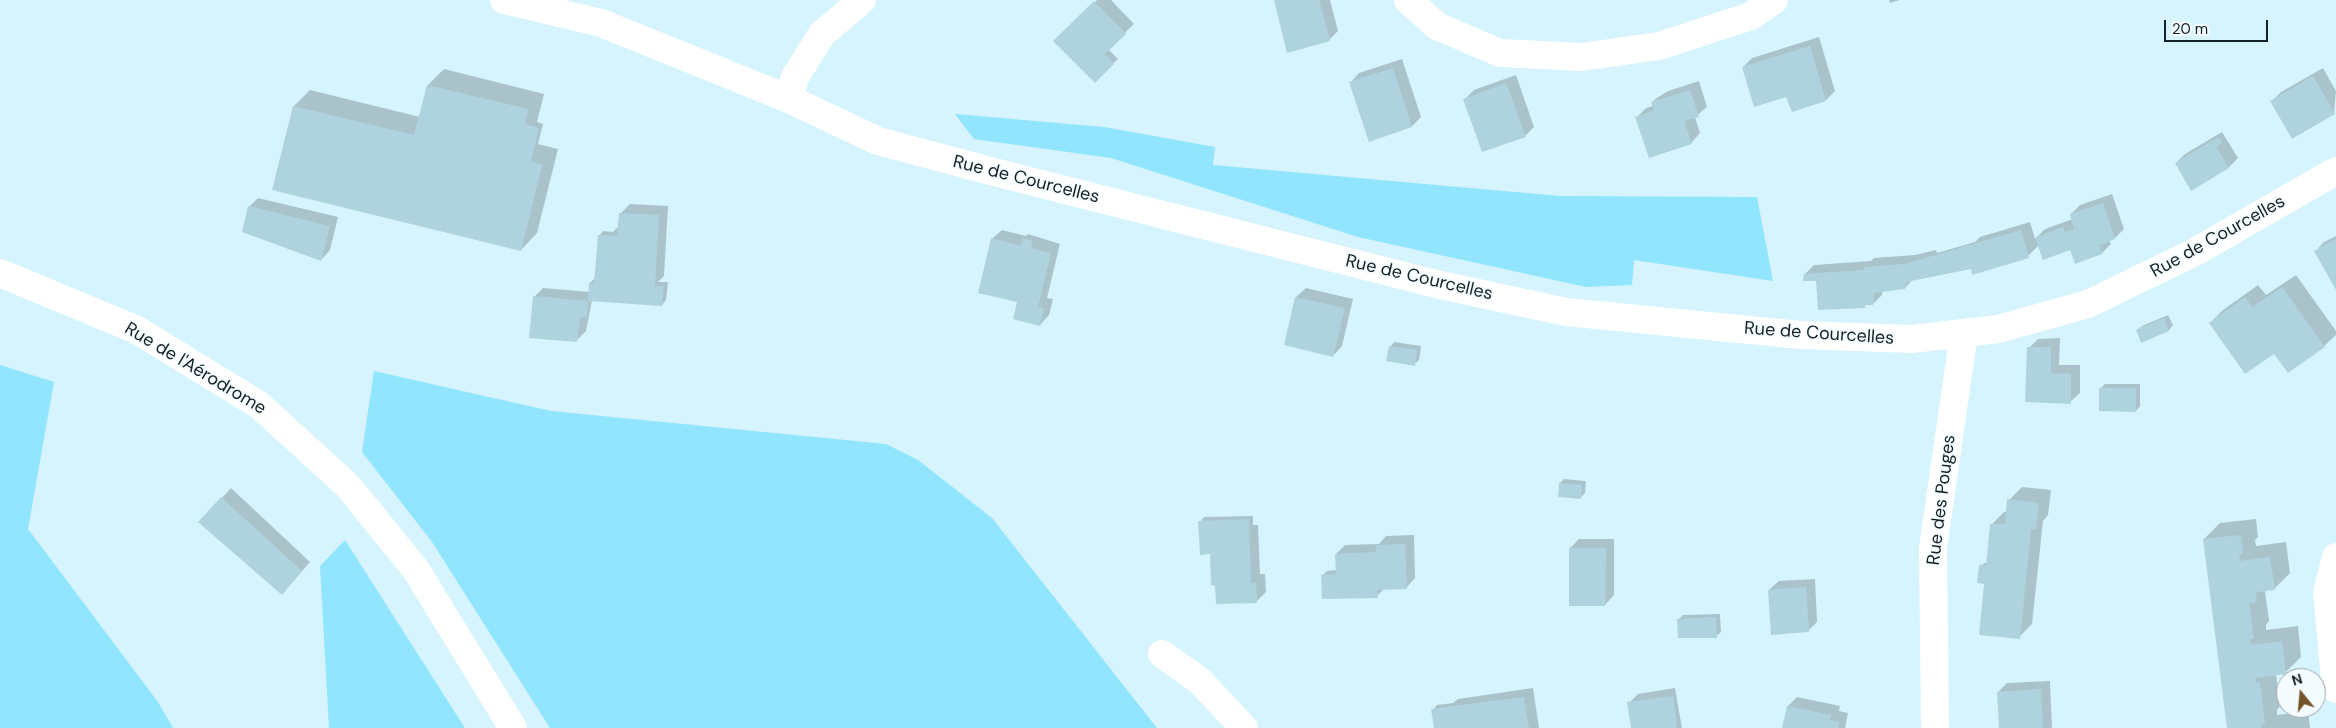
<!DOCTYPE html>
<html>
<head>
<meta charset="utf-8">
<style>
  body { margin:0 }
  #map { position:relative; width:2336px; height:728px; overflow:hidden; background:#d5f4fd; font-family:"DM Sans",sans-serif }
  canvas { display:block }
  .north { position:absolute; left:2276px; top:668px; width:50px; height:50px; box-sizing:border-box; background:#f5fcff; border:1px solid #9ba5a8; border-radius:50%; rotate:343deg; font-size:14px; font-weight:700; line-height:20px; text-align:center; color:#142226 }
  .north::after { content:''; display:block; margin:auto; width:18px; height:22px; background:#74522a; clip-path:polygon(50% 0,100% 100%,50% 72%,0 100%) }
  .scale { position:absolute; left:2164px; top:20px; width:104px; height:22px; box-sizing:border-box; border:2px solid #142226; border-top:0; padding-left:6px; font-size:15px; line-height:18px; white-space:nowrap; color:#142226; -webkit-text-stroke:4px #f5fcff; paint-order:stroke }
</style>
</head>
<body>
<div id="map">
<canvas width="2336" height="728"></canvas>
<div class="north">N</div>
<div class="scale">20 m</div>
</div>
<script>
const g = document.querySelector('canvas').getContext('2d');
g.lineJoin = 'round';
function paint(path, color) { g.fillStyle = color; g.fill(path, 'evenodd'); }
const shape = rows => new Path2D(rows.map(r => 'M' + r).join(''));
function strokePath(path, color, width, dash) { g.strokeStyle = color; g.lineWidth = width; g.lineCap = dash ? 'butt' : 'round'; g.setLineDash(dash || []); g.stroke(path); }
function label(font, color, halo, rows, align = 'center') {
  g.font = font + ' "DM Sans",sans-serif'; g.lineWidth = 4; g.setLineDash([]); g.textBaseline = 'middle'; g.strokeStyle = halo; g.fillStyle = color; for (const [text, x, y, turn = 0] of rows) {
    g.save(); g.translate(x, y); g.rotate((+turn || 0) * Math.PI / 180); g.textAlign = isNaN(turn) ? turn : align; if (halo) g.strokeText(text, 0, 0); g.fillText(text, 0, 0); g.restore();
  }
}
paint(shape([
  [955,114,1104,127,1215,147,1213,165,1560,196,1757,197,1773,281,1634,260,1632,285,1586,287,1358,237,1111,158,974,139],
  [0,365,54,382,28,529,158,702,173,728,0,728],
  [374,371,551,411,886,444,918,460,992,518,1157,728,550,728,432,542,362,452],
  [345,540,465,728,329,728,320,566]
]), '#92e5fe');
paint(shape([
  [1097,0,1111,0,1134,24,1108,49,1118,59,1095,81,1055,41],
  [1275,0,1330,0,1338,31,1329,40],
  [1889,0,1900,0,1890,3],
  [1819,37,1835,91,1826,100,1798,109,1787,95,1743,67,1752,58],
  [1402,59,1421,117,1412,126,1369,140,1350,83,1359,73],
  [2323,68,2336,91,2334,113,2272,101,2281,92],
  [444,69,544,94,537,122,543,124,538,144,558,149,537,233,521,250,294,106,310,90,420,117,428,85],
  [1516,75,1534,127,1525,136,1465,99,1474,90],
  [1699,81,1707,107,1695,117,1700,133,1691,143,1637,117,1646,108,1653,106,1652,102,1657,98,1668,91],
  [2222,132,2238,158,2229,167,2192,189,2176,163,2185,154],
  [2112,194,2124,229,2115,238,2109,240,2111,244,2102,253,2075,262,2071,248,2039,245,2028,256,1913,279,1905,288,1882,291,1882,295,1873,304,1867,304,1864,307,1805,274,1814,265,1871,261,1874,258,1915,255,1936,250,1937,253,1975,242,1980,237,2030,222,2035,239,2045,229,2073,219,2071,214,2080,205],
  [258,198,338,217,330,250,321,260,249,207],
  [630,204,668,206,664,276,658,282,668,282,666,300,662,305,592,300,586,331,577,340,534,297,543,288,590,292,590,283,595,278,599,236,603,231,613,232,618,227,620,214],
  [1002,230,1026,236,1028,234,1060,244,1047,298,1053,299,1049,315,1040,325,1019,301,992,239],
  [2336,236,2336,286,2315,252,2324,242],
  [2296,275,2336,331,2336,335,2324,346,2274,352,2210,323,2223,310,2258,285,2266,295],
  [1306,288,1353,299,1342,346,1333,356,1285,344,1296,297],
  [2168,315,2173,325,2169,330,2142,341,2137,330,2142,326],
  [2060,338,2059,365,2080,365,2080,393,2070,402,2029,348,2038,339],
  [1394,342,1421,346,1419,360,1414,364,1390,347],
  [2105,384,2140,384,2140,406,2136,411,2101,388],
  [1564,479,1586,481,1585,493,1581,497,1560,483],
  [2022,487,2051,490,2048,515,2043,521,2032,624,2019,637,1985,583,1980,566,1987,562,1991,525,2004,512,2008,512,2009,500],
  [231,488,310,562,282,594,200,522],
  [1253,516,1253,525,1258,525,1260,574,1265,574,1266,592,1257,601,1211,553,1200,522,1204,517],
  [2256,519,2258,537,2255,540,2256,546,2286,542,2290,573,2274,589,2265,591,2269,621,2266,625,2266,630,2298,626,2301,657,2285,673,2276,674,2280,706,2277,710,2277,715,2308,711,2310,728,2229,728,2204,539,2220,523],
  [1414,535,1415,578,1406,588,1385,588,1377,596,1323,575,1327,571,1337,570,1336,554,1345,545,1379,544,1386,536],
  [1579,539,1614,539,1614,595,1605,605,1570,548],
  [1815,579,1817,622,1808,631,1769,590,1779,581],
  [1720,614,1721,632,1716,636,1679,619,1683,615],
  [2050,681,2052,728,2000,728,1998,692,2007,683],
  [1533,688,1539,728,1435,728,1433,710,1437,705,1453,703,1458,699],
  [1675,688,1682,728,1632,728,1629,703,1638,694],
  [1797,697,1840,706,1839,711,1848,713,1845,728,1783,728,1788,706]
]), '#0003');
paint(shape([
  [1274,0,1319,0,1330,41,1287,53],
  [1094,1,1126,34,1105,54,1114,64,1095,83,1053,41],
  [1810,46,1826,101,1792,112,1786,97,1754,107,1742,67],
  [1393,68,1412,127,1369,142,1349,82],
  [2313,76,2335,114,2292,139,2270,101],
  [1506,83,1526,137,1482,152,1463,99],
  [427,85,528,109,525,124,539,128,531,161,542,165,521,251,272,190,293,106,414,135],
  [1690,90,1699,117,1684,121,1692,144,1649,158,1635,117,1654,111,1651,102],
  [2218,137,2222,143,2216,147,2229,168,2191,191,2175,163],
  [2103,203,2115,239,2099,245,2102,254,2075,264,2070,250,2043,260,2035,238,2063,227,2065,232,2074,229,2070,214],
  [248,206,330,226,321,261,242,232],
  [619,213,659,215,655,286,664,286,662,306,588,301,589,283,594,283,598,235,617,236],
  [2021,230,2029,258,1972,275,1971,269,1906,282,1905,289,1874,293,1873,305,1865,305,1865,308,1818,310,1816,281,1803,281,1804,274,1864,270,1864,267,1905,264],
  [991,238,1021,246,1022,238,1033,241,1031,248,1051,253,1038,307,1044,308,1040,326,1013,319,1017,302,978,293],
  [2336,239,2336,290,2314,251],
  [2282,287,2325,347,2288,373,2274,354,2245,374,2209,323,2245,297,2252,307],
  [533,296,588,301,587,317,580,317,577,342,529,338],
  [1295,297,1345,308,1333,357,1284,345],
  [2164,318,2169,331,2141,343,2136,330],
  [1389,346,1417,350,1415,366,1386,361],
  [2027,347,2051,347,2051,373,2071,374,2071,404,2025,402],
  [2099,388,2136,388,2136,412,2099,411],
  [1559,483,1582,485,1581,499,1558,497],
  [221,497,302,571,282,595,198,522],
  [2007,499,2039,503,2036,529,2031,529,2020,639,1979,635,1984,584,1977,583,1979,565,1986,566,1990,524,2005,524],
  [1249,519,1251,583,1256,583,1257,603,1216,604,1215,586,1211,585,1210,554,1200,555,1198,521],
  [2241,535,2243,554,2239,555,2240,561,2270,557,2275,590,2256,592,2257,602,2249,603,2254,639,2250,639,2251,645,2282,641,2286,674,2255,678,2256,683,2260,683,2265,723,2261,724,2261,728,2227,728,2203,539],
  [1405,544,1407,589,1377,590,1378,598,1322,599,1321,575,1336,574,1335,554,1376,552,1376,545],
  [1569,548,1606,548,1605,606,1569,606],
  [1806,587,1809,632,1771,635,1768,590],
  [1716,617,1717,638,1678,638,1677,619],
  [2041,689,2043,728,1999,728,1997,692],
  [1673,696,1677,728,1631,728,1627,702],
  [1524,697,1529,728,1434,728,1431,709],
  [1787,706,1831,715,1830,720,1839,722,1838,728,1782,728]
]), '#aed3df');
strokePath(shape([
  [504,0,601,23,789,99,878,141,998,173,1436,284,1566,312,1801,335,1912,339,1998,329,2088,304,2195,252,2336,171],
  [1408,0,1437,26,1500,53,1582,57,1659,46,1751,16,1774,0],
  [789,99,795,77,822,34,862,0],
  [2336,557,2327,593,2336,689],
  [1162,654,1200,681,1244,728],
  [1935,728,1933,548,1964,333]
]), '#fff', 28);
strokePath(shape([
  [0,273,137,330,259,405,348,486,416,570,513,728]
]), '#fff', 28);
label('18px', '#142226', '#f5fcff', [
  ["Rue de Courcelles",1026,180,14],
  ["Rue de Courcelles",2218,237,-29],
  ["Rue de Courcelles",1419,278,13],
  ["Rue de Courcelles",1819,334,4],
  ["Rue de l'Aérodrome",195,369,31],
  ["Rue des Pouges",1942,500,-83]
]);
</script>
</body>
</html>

> What you are asked to do
If a line of the data holds the string "strokeStyle", count it. Then state the total and nothing more.

> Result of this exercise
2